Across the entries below, count the lines in which the word "absolute" occurs. Reply with the count alone.
-- Data supplied follows --
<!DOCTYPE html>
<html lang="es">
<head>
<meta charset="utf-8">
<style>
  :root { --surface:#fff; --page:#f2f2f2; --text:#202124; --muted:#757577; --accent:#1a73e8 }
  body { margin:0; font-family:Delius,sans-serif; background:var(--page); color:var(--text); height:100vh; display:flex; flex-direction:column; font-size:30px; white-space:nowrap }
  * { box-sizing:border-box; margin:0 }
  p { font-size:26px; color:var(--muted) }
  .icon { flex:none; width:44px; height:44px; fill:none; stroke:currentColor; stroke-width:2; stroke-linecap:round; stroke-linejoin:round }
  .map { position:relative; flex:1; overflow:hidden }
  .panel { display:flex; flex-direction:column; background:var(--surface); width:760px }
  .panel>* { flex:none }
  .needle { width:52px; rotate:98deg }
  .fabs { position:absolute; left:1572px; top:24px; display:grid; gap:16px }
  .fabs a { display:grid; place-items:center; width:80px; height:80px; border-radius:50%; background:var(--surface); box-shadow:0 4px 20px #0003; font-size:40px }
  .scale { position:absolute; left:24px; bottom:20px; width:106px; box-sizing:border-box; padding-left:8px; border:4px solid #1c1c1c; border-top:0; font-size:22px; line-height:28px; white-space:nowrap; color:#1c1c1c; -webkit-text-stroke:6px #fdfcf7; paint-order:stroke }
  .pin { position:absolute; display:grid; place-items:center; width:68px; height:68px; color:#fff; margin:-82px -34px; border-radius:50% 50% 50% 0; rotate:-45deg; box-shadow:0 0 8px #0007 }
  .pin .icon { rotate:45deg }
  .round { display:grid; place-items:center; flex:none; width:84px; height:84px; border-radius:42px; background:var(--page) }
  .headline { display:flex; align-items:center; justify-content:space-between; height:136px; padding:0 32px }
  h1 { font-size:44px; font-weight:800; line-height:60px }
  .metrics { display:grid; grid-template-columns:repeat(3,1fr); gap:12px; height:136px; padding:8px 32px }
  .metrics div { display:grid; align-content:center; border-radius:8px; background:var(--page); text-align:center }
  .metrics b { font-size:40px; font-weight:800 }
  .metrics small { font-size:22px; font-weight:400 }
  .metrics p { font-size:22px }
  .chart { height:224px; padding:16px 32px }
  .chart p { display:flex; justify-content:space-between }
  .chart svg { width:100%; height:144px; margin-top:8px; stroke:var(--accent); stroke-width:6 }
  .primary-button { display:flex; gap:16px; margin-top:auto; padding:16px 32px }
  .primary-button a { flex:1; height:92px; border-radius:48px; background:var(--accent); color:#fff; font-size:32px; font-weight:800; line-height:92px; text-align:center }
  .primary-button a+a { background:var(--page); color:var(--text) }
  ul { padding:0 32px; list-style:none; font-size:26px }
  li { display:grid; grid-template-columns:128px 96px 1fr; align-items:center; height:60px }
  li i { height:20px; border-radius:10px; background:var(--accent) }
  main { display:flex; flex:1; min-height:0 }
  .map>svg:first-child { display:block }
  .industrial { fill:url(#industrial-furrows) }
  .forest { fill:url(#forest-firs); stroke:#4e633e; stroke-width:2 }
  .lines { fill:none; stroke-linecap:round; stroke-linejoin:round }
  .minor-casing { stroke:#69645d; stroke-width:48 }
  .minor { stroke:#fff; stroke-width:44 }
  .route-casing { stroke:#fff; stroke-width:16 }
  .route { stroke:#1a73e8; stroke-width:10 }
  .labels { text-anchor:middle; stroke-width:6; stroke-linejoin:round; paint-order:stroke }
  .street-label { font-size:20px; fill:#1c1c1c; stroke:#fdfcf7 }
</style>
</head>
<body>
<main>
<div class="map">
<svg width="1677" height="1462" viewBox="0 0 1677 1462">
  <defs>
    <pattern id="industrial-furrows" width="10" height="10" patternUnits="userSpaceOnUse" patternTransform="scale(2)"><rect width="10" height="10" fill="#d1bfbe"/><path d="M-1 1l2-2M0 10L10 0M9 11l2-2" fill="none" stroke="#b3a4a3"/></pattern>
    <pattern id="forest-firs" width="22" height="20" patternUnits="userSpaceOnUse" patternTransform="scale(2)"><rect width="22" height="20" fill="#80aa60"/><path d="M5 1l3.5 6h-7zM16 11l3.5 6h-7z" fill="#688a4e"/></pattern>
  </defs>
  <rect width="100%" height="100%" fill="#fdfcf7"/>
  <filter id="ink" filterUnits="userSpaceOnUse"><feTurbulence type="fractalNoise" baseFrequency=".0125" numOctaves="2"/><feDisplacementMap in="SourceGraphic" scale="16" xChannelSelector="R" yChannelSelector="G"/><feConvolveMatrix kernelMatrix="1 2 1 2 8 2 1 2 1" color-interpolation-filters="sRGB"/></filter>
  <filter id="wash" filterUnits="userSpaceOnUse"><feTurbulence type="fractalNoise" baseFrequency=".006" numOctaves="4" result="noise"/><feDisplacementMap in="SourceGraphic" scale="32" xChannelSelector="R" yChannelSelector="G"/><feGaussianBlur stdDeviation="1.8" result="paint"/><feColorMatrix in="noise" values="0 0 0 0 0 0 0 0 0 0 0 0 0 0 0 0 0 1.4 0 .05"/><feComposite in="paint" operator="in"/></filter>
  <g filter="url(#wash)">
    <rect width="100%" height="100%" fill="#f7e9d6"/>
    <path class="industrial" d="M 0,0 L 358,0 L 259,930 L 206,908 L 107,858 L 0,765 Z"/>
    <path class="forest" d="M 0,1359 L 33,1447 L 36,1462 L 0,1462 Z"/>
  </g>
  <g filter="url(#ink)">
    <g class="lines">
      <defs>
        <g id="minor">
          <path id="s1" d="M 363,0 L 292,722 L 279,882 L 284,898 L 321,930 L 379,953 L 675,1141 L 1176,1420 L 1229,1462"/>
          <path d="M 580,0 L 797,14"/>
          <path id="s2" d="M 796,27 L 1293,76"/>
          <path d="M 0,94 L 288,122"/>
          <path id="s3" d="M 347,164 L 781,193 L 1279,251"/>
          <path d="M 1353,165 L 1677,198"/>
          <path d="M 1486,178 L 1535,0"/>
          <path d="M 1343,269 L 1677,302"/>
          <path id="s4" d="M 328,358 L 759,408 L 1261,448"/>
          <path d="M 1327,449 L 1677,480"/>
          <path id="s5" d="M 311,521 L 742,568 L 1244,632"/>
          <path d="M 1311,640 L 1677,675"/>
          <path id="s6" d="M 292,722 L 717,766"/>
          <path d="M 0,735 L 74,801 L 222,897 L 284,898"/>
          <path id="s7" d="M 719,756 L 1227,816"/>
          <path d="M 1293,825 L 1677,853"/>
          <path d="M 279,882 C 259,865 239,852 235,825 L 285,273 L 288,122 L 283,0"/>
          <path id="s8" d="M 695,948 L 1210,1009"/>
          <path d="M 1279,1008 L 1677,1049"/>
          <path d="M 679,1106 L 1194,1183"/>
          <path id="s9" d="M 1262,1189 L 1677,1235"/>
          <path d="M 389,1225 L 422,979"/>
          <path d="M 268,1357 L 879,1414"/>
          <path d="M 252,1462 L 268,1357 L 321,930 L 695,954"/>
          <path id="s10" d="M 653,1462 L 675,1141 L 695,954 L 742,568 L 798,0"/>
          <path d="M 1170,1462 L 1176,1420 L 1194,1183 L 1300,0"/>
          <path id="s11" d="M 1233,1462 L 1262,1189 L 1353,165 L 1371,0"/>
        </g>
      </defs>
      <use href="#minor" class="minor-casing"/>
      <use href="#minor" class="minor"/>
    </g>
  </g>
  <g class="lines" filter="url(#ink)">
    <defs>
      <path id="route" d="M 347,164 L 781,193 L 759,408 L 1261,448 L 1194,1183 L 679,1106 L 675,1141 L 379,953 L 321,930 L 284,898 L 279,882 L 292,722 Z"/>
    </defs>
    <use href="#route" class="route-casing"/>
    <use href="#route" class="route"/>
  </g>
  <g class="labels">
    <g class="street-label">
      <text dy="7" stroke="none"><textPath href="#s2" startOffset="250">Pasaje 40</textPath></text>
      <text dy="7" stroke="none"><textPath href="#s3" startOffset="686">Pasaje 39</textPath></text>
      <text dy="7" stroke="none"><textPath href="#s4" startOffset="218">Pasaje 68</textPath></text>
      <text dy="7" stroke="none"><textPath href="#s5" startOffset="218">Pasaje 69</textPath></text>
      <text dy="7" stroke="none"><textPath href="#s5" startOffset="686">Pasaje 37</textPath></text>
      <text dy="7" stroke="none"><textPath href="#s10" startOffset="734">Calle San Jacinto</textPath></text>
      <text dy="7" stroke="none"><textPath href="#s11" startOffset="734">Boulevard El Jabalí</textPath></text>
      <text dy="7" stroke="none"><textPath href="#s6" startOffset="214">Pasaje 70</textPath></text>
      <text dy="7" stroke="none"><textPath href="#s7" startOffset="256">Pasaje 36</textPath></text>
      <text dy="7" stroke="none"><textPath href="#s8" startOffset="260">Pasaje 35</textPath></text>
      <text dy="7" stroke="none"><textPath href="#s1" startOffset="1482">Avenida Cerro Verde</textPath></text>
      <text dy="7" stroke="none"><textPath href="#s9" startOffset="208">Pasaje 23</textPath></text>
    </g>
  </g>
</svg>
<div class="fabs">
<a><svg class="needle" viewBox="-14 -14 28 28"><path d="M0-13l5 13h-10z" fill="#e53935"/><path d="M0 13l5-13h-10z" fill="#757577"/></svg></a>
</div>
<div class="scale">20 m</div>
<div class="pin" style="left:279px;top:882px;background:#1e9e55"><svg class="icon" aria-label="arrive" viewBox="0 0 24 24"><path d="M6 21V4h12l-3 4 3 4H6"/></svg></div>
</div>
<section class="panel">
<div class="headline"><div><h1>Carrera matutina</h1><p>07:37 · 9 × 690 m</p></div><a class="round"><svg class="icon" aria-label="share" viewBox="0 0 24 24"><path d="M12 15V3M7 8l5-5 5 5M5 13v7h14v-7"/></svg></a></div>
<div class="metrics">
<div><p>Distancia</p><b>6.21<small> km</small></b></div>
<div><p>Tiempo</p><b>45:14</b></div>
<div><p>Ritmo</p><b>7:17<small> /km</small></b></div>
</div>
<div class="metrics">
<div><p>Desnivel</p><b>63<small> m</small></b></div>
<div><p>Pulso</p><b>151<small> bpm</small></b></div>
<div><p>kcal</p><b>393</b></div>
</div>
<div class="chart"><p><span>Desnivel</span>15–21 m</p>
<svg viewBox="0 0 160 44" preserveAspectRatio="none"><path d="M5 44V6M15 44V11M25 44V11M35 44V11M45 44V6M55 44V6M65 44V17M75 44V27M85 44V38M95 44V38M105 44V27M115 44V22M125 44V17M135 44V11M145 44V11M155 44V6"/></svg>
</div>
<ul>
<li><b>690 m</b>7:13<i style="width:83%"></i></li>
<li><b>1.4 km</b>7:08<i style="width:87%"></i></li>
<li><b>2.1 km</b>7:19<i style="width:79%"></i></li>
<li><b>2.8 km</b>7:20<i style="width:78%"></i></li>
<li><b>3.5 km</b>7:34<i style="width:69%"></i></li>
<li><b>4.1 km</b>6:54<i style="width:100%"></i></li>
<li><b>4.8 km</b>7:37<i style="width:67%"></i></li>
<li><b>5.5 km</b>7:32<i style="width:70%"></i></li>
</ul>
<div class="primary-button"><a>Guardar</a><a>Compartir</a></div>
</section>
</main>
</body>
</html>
-- Data supplied concluded --
Response below =
3